Die Mikroorganismen produzieren diese Gase fortlaufend. Sie sind in der Gülle gelöst und treten durch Übersättigung auch laufend aus, was bei Güllelagerstätten baulich berücksichtigt ist. Riskant wird es, wenn die Gülle schnell oder schockartig bewegt wird. Dann treten, wie bei einer geschüttelten Mineralwasserflasche die Kohlensäure, die gefährlichen Gase in großer Mente und sehr schnell aus. Das betrifft besonders die Situationen, in denen gerührt, gepumpt und gestaut wird. Es bilden sich dabei leicht Räume mit sehr hohen Konzentrationen, die auch über längere Zeiträume „stehenbleiben“ können. Oft sind dann die gefährlichsten Zeiträume nicht direkt während des Arbeitsvorgangs, sondern erst nachdem einige Zeit vergangen ist und das Risiko unterschätzt oder einfach vergessen wird.

Die DEULA rät

Die Mitarbeiter eines Lohnunternehmens sind in erster Linie mit den Gefahren beim Befüllen des Gülletankwagens und dem Transport konfrontiert, was auch die Bereiche der Arbeitskette darstellt, in denen am ehesten nicht landwirtschaftlich qualifiziertes Personal eingesetzt wird. Wie immer muss als erstes der Arbeitgeber sicherstellen, dass die technischen Arbeitsmittel für einen sicheren Ablauf geeignet sind. Dann beginnt die Eigenverantwortung des Arbeiters. Auch wenn alles den Sicherheitsbestimmungen entspricht, ist die Gefahr nicht gebannt, denn Unfälle ereignen sich häufig abseits des Routineeinsatzes bei Wartungs- und Reparaturarbeiten.

Die regelmäßige Reinigung von Gülletankwagen ist notwendig, um die moderne Ausbringtechnik voll funktionsfähig zu erhalten. Ablagerungen im Tank können durch regelmäßiges Spülen beseitigt werden. Weitere Sicherheitseinrichtungen wie Fremdkörperabscheider usw. sollten regelmäßig hinsichtlich ihrer Funktionsfähigkeit überprüft werden. Sollte bei Wartungs- und Reinigungsarbeiten der Einstieg in das Fass notwendig sein, ist unbedingt zu beachten: Über die Reinigungsöffnung ist der Einstieg in den Tank möglich. Hier besteht die Verletzungsgefahr durch Überdruck. Das Öffnen der Reinigungsöffnung darf nur bei drucklosem Tank (alle Schieber geöffnet) erfolgen. Beim Einstieg und bei Arbeiten im Tank besteht Erstickungs- und Explosionsgefahr.

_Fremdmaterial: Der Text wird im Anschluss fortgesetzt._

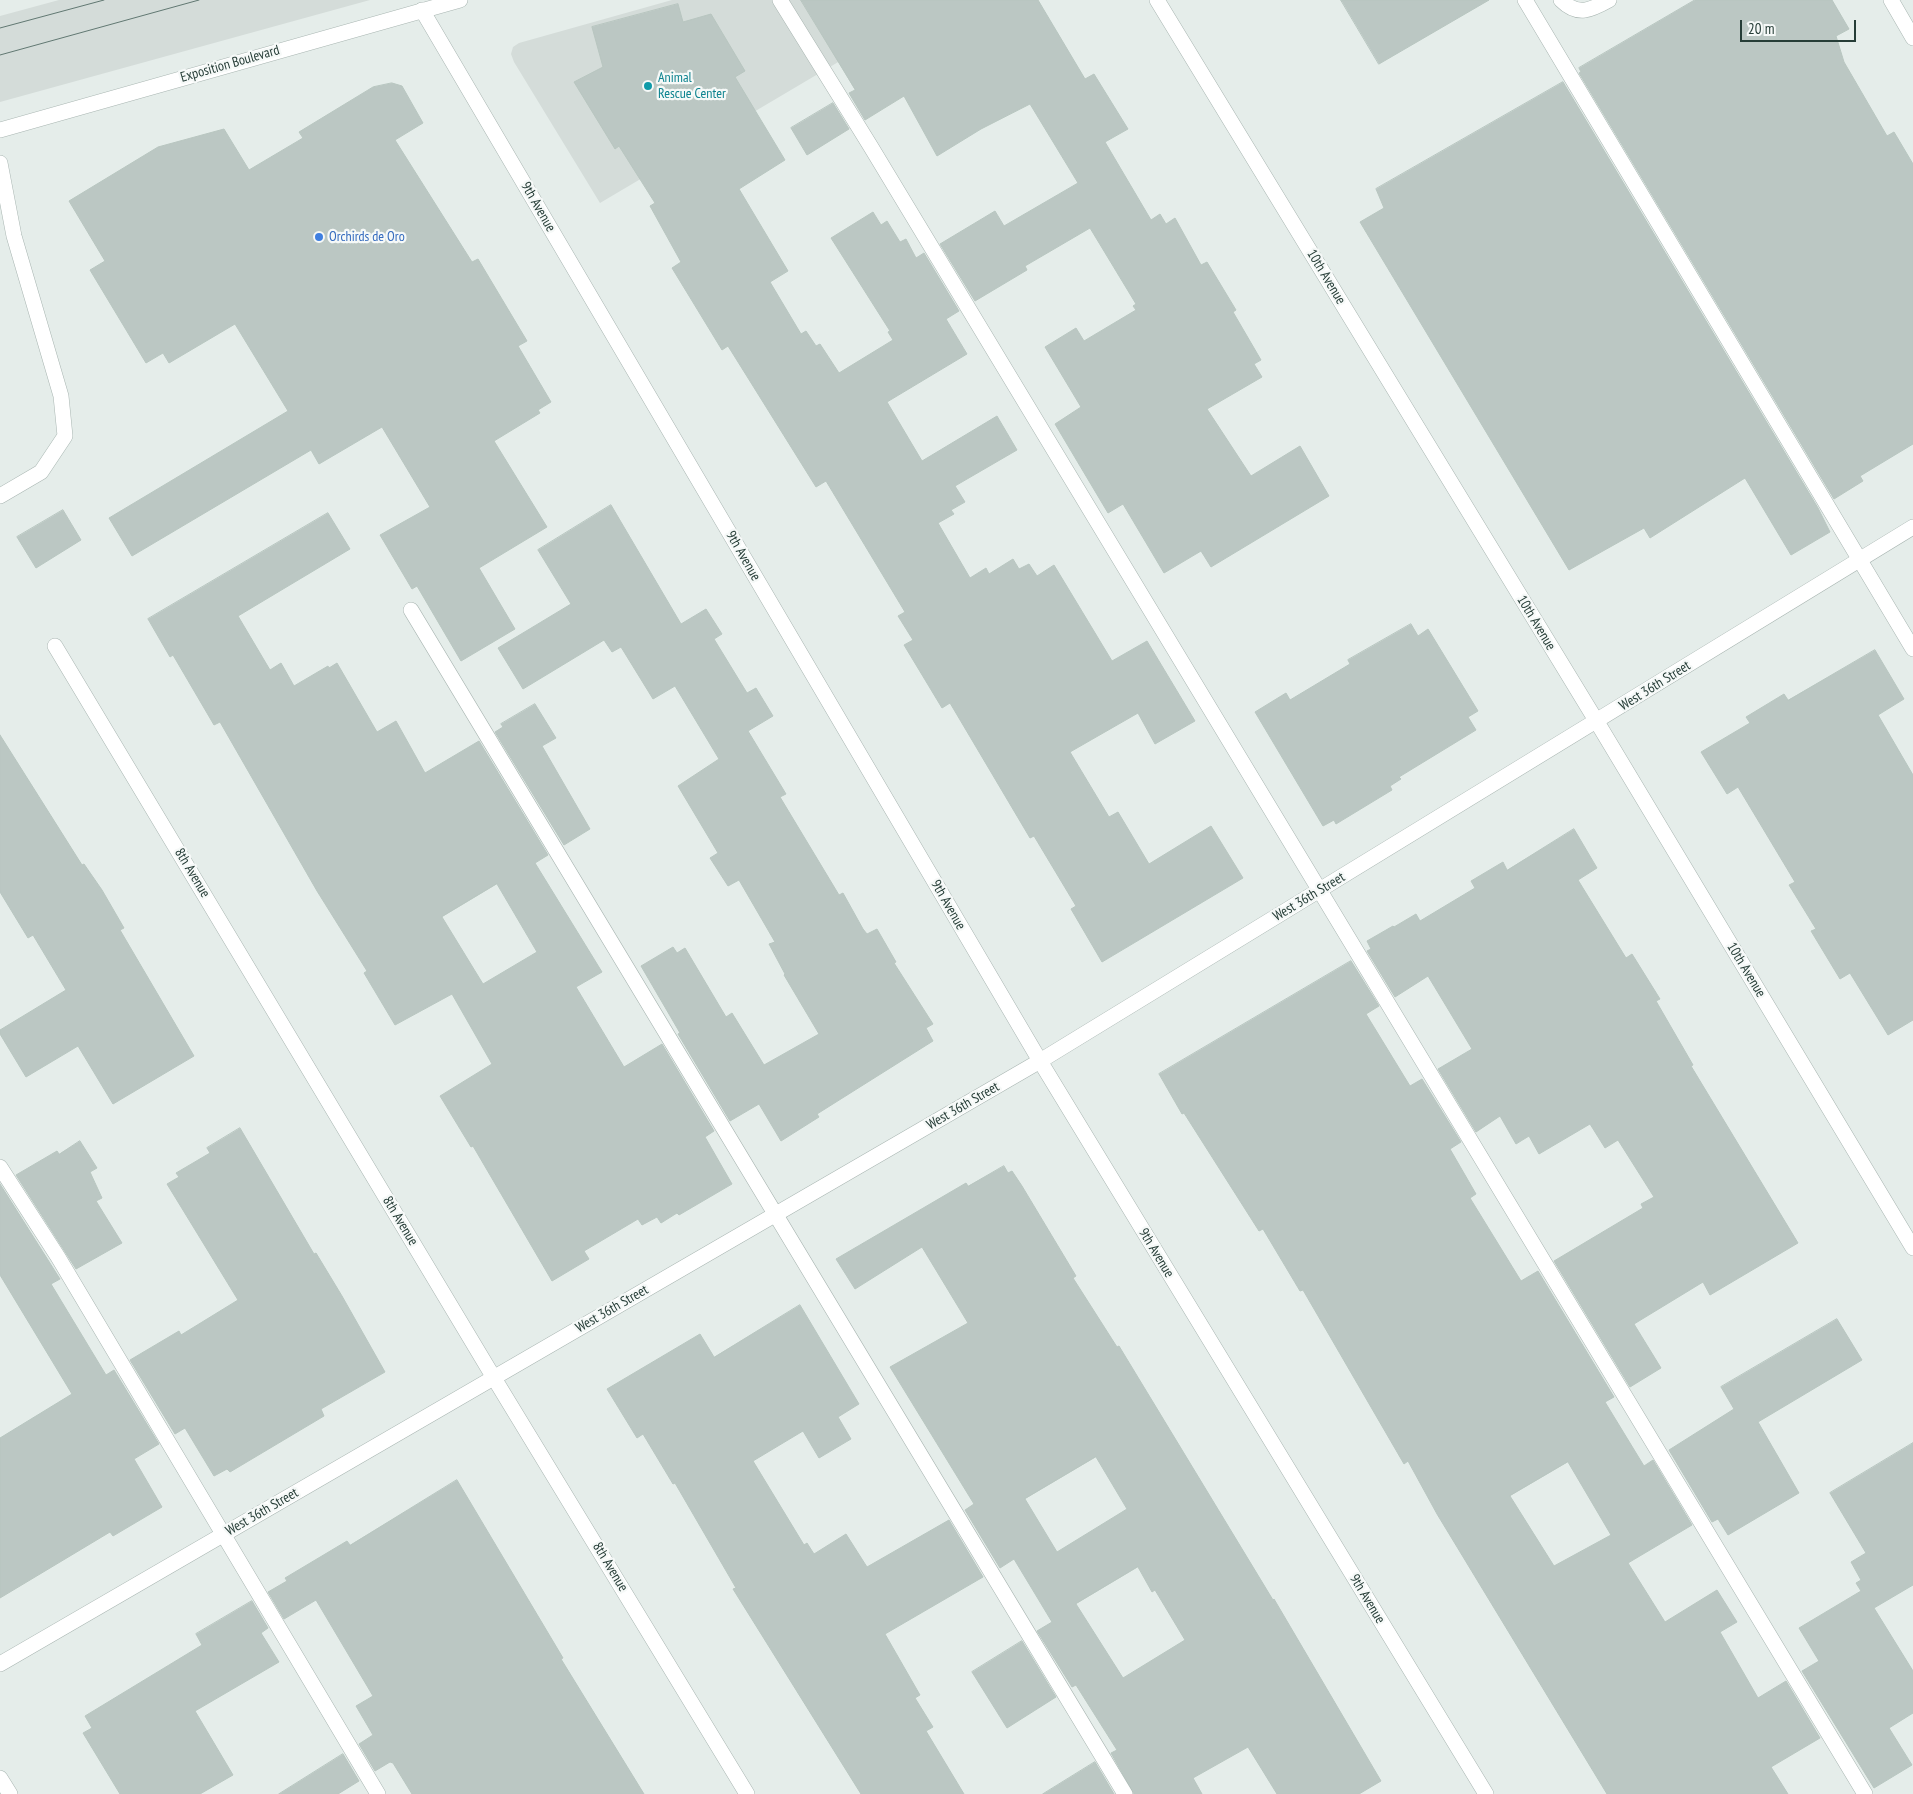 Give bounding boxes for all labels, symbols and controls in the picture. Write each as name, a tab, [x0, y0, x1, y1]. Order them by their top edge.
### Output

Arbeiten im Fass dürfen nur bei entsprechend gut gelüftetem, geleertem und gesäubertem Fass und bei Einhaltung der einschlägigen Sicherheitsbestimmungen (z.B. Fremdbelüftung, Aufsichtspersonen, Personen im Inneren des Fasses mittels Seil gesichert usw.) durchgeführt werden.